Я считаю, что женские невзгоды, растягивающиеся на десятилетия и передающиеся из поколения в поколение (бабка – мать – дочь – внучка), начинаются с одного случая. В определенный момент господь (видать, глобально прогневавшись на семейку) обламывает ее, и потом она не поднимается, дрейфуя меж двух состояний: «плохо» и «очень плохо».
Размышляя над линией судьбы нашего семейства, над ее траекторией, я нашла, кажется, точку перелома (как говорят знатоки высшей математики). А если выражаться по-простому – облома. В нашей фамилии облом-перелом случился в конце пятидесятых – с моей бабушкой Жанной Спесивцевой. Вот только не знаю пока, какой конкретно момент ее короткой биографии следует считать поворотом на пути нашей семьи к кармическим невзгодам: то, что она родила, безмужняя, в возрасте семнадцати лет? Или спихнула ребенка (мою будущую матерь) на прабабку Елизавету и бросилась в Москву поступать в вуз? Или то, что в столице слишком активно искала мужа, кочуя из постели одного красного молодца к другому? Или когда ее поиски остановили – в октябре пятьдесят девятого ударом ножа в самое сердце?
А дальше в жизни семьи происходило следующее: мать моя, Валентина Дмитриевна Спесивцева, тысяча девятьсот пятьдесят четвертого года рождения, продолжала расти сиротинушкой. Воспитывалась попечением собственной бабушки (моей прабабки) Елизаветы и ее родной, бездетной и безмужней сестры-погодка Евфросиньи. Взращивали бабки внучку исключительно правильно, в строгих традициях – пятерки в дневнике, участие в учебных олимпиадах и посещение музыкальной школы. Парням и дурным компаниям воли маман не давала. На танцульки не бегала. В турпоходы или на школьные экскурсии по родной стране ее две строгих бабки-воспитательницы не пускали.
В семьдесят первом мать моя Валентина поступила на истфак нашего областного педвуза. Была даже выбрана комсоргом курса – но потом вдруг, отучившись два года, взбрыкнула: я, мол, не хочу быть скромной учителкой, ждет меня и манит иная стезя – журналистки, писательницы, путешественницы, международного обозревателя или телевизионного ведущего! Откуда взялась тогда эта фантазия, мамахен не рассказывала. Чего она тогда начиталась? Чего насмотрелась? Был ли это фильм «Журналист»? Или книга «Остановиться, оглянуться»? Или заграничный бестселлер «Вторая древнейшая профессия»? А может, на нее подействовала телепередача «Международная панорама»: «Солнце сияет над крышами Парижа, но это не радует простых французов: инфляция, безработица, безудержный рост цен…» Короче, в один прекрасный день моя юная матерь Валентина Спесивцева вдруг забрала из тихого областного «педика» свои документы и рванула в Москву, поступать на журфак. И – благополучно провалилась. Она ведь даже не ведала, что требовалось иметь публикации, писать творческое сочинение… Но, видать, отрава вольной жизни глубоко проникла тогда в ее кровь – а может, подействовали сладкие миазмы вечно молодой и суетной Москвы. Сказался и мамашкин деятельный темперамент, и общительность, и, чего греха таить, еще не осознаваемая ей самой, но крепко бьющая в парней сексуальность.

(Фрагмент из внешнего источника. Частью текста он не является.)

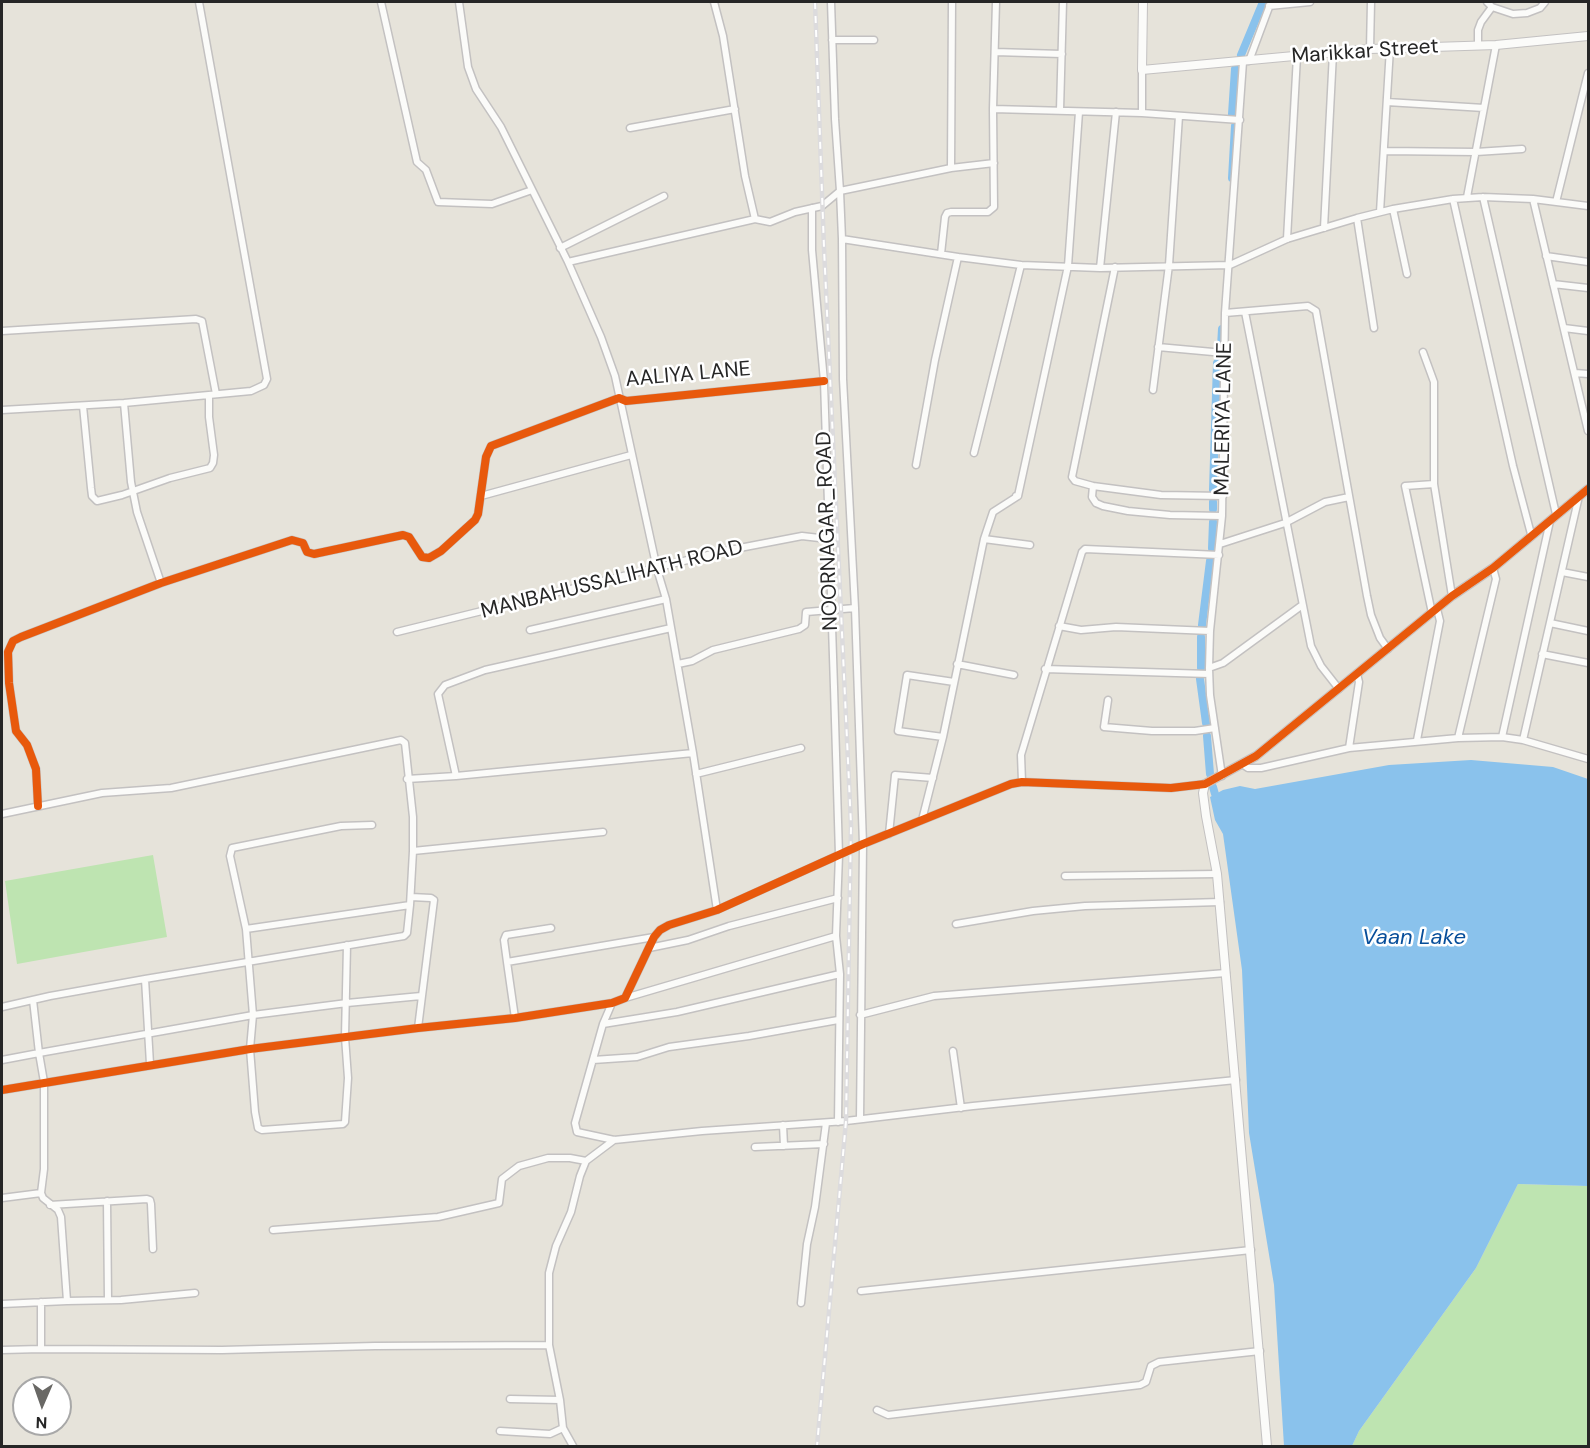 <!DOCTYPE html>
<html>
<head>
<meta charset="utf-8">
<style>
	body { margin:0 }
	#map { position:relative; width:1590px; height:1448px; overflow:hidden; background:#e6e3da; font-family:"DM Sans",sans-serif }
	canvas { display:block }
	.frame { position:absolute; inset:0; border:3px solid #262626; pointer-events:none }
	.north { position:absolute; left:12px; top:1376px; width:60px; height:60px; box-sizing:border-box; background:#fff; border:2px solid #a8a8a8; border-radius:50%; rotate:182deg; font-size:16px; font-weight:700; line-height:24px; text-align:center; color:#262626 }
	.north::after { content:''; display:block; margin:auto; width:21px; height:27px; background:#696865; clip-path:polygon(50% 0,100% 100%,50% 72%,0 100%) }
</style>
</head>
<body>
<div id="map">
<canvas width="1590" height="1448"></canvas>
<div class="frame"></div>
<div class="north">N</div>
</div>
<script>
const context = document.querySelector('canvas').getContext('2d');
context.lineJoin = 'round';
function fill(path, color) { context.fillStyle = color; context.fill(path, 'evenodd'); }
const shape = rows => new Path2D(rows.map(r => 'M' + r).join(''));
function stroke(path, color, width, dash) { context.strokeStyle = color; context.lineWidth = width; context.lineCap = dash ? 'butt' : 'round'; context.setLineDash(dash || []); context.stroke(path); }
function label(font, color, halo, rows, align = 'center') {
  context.font = font + ' "DM Sans",sans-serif'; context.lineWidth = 5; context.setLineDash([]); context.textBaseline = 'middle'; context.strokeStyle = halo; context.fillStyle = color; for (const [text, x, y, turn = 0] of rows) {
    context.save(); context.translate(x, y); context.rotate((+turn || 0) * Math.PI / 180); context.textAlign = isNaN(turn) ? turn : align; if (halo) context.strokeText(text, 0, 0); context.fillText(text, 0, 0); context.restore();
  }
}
const green = shape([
	[153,855,167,937,17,964,5,881],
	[1518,1184,1588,1186,1588,1446,1352,1446,1359,1431,1476,1268]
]);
const water = shape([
	[1471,760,1553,767,1588,779,1588,1186,1518,1184,1476,1268,1359,1431,1352,1446,1284,1446,1274,1285,1249,1133,1242,970,1223,834,1215,820,1210,797,1223,790,1240,786,1255,789,1389,765]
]);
const canal = shape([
	[1241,55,1263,2],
	[1232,114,1235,69],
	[1232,178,1235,126],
	[1221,347,1222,329],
	[1213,490,1217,363,1220,359],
	[1213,509,1213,502],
	[1212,548,1213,522],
	[1202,625,1210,561],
	[1201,668,1201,637],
	[1200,679,1206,723],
	[1207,736,1210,774],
	[1213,787,1215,794]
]);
const minor = shape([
	[381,2,417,162,426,170,438,202,492,204,532,190],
	[459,2,468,67,476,89,501,127,568,262,601,337,615,376,657,569,666,599,693,753,717,910],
	[714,2,723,36,745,176,755,219],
	[1487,2,1492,7,1513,14,1527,13,1540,8,1545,2],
	[1269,6,1310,2],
	[832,40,874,40],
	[1478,45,1478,30,1481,22,1492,7],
	[1370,49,1371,2],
	[995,52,1062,54],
	[1249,61,1271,2],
	[1142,70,1142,113],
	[1387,102,1484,108],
	[993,109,1142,113,1240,120],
	[1060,110,1063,2],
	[630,128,735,109],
	[1384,151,1476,152,1522,149],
	[994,163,951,168,840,191,842,239,958,257,1021,265,1100,268,1230,265,1287,239,1357,218,1393,209,1453,199,1483,197,1533,199,1588,206],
	[951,168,952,2],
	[1467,197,1496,45],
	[1483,197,1556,514],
	[1453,199,1513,466,1531,534],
	[1533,199,1588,431],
	[1556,202,1588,73],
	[812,208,812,250,824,381,834,687,839,855,836,936,840,974,838,1122],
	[1393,209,1407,274],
	[1380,212,1390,48],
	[1357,218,1374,328],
	[1324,228,1333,53],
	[842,239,843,379,855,608,863,844,860,1119],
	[1287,239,1297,56],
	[560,248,664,196],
	[941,254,945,217,947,213,951,212,988,212,994,207,993,109,996,2],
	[1546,256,1588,262],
	[568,262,755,219,770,222,795,212,822,206,840,191,835,119,831,2],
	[1115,267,1072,477,1075,481,1093,486,1161,495,1223,496],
	[1100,268,1116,112],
	[1553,284,1588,288],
	[1245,312,1311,646,1321,666,1339,689],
	[1225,313,1308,306,1316,311,1367,596,1371,615,1380,638,1388,649],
	[1564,328,1588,331],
	[2,331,196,319,202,321,216,394],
	[1158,347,1224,353],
	[1423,352,1434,382,1434,484,1452,596],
	[1575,373,1588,374],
	[1153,390,1169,265,1179,116],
	[124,403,131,482,137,512,161,583],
	[83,406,91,488,92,496,97,501,122,495,170,478,210,468,213,463,214,455,209,417,209,395],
	[2,410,124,403,251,391,264,385,267,379,199,2],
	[974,453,1021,265],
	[916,465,935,360,958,257],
	[1093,486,1092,497,1096,503,1103,506,1128,511,1170,515,1222,516],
	[481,496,631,455],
	[1018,496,1068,266,1079,112],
	[984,539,993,512,1018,496,1016,496],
	[1220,544,1285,523,1325,502,1349,497],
	[1562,572,1588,577],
	[1432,613,1405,486,1434,484],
	[1550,623,1588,631],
	[1059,626,1081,630,1116,627,1210,631],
	[530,630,666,599],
	[397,632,724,551,802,536,828,539],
	[1542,654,1588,663],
	[678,664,692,661,713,650,799,629,805,625,806,612,855,608],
	[957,664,1014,675],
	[1209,668,1223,663,1301,606],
	[1045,669,1209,674],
	[1108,700,1104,727,1152,731,1195,731,1215,728],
	[943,737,898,731,907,675,954,682],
	[1502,737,1550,521],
	[1458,738,1496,579,1493,568],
	[1417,740,1440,621,1437,609],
	[1523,740,1579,496],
	[1349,748,1359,682,1357,674],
	[1242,764,1248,768,1261,768,1349,748,1458,738,1502,737,1523,740,1588,759],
	[696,774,801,748],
	[456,776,438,694,445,685,485,670,671,628],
	[1222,776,1210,695,1209,668,1210,631,1222,516,1225,313,1243,62],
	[407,779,456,776,693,753],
	[1022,782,1021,755,1082,552,1085,549,1219,555],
	[38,806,36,769,27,745,16,731,9,683,8,652,13,641,21,637,161,583,292,540,303,543,307,552,314,554,403,535,409,537,422,557,429,558,441,551,475,520,478,514,486,457,491,446,619,398,626,401,824,381],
	[2,814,102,793,171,788,401,740,405,743,413,817,413,851,410,905,407,933,404,936,145,979,50,996,2,1007],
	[922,820,943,737,984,539,1030,545],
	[889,834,895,775,933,778],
	[413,851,603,832],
	[1065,876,1217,874],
	[411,897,431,898,434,900,418,1028],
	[956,924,1033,911,1085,906,1220,902],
	[246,929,230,856,232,848,341,826,372,825],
	[347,945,345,1037,348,1078,345,1122,343,1124,262,1130,258,1128,255,1112,250,1049,253,1015,246,929,410,905],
	[649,948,688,940,729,926,838,898],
	[507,962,654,937],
	[145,979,150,1064],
	[625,998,836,936],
	[612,1003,603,1024,575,1123,577,1132,614,1140,702,1131,846,1121,973,1106,1236,1080],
	[860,1015,934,996,1226,973],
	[515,1018,507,962,504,940,506,935,551,928],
	[603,1024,677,1012,840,974],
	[953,1051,961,1108],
	[2,1060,39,1053,33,1000],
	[593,1060,637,1057,669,1047,749,1036,838,1020],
	[2,1090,250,1049,418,1028,515,1018,612,1003,625,998,654,937,660,930,669,925,717,910,863,844,1011,784,1022,782,1171,788,1205,784],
	[783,1125,784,1146],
	[755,1147,824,1144],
	[2,1198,41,1193],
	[107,1201,108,1300],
	[50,1205,147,1199,150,1200,151,1204,153,1249],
	[273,1230,438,1217,499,1203,502,1179,519,1166,548,1158,570,1158,586,1161],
	[861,1291,1251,1250],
	[67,1301,121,1300,195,1293],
	[801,1303,807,1244,815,1207,826,1123],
	[2,1304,67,1301,61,1217,58,1210,43,1198,41,1193,44,1169,44,1082,39,1053,253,1015,347,1003,421,996],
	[41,1349,41,1302],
	[2,1350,41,1349,222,1350,375,1346,549,1345],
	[510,1399,560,1400],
	[877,1410,888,1415,1140,1385,1146,1382,1151,1366,1159,1362,1260,1351],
	[500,1431,550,1434,563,1428],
	[573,1446,563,1428,560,1400,549,1345,549,1273,556,1246,571,1212,580,1176,586,1161,614,1140]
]);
const tertiary = shape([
	[1143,2,1142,70,1370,49,1496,45,1588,36],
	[1267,1446,1217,874,1206,816,1203,793,1205,784,1256,756,1452,596,1493,568,1588,489]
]);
const rail = shape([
	[815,2,824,248,851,825,846,1121,817,1446]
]);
const cycleway = shape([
	[38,806,36,769,27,745,16,731,9,683,8,652,13,641,21,637,161,583,292,540,303,543,307,552,314,554,403,535,409,537,422,557,429,558,441,551,475,520,478,514,486,457,491,446,619,398,626,401,824,381],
	[2,1090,250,1049,418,1028,515,1018,612,1003,625,998,654,937,660,930,669,925,717,910,863,844,1011,784,1022,782,1171,788,1205,784,1256,756,1452,596,1493,568,1588,489]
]);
const streetNames = [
	["Marikkar Street",1365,52,-4],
	["AALIYA LANE",688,375,-5],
	["MALERIYA LANE",1224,419,-89],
	["NOORNAGAR_ROAD",828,531,-92],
	["MANBAHUSSALIHATH ROAD",612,580,-14]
];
const waterNames = [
	["Vaan Lake",1414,938]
];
fill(green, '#bee4b1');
fill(water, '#8ac2ec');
stroke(canal, '#8ac2ec', 8);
stroke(minor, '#c3c1c1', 9);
stroke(tertiary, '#c3c1c1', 10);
stroke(minor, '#fbfbf9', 6);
stroke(tertiary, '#fbfbf9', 8);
stroke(rail, '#dcdbdd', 4.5);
stroke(rail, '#fff', 2, [7]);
stroke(cycleway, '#e8590c', 8);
label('21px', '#262626', '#fff', streetNames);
label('italic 22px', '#074e9a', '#fff', waterNames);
</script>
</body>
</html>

Так или иначе, родительница моя приняла решение домой не возвращаться. Она осталась в Белокаменной и крепко скорешилась с журналистской средой. Ведь столичную окологазетную плесень хлебом не корми, дай повоображать, пофорсить – оказать содействие рвущейся в профессию провинциалке, да прехорошенькой.
Шли застойные семидесятые. От времен мамашкиного покорения Москвы остались десятки разноформатных черно-белых снимков, сделанных профессионалами разного уровня мастерства (одна фотка – чуть ли не самим Плотниковым): продуманный фон, поставленный свет, а остальное доигрывала мамина прекрасная внешность: глаза, широко распахнутые, полные юного провинциального наива. Ее, как она впоследствии рассказывала, в купальнике и даже «ню» подбивали сниматься – однако времена были жестче нравом, чем сейчас, за изготовление «порнухи» (а фотка «без верха» запросто подпадала под категорию порно) можно было и за решетку угодить, поэтому Валентина моя Дмитриевна на подобные предложения не велась. В картонной папке с тесемками, посвященной ее молодости, среди отпечатков на фотобумаге сохранились две пожелтевшие вырезки – из газет «Советская промышленность» и почему-то «Воздушный транспорт». На обеих – изображение улыбающейся мамы, одна карточка – под рубрикой «Фотоэтюд. Молодость», вторая – «Юное поколение Страны Советов».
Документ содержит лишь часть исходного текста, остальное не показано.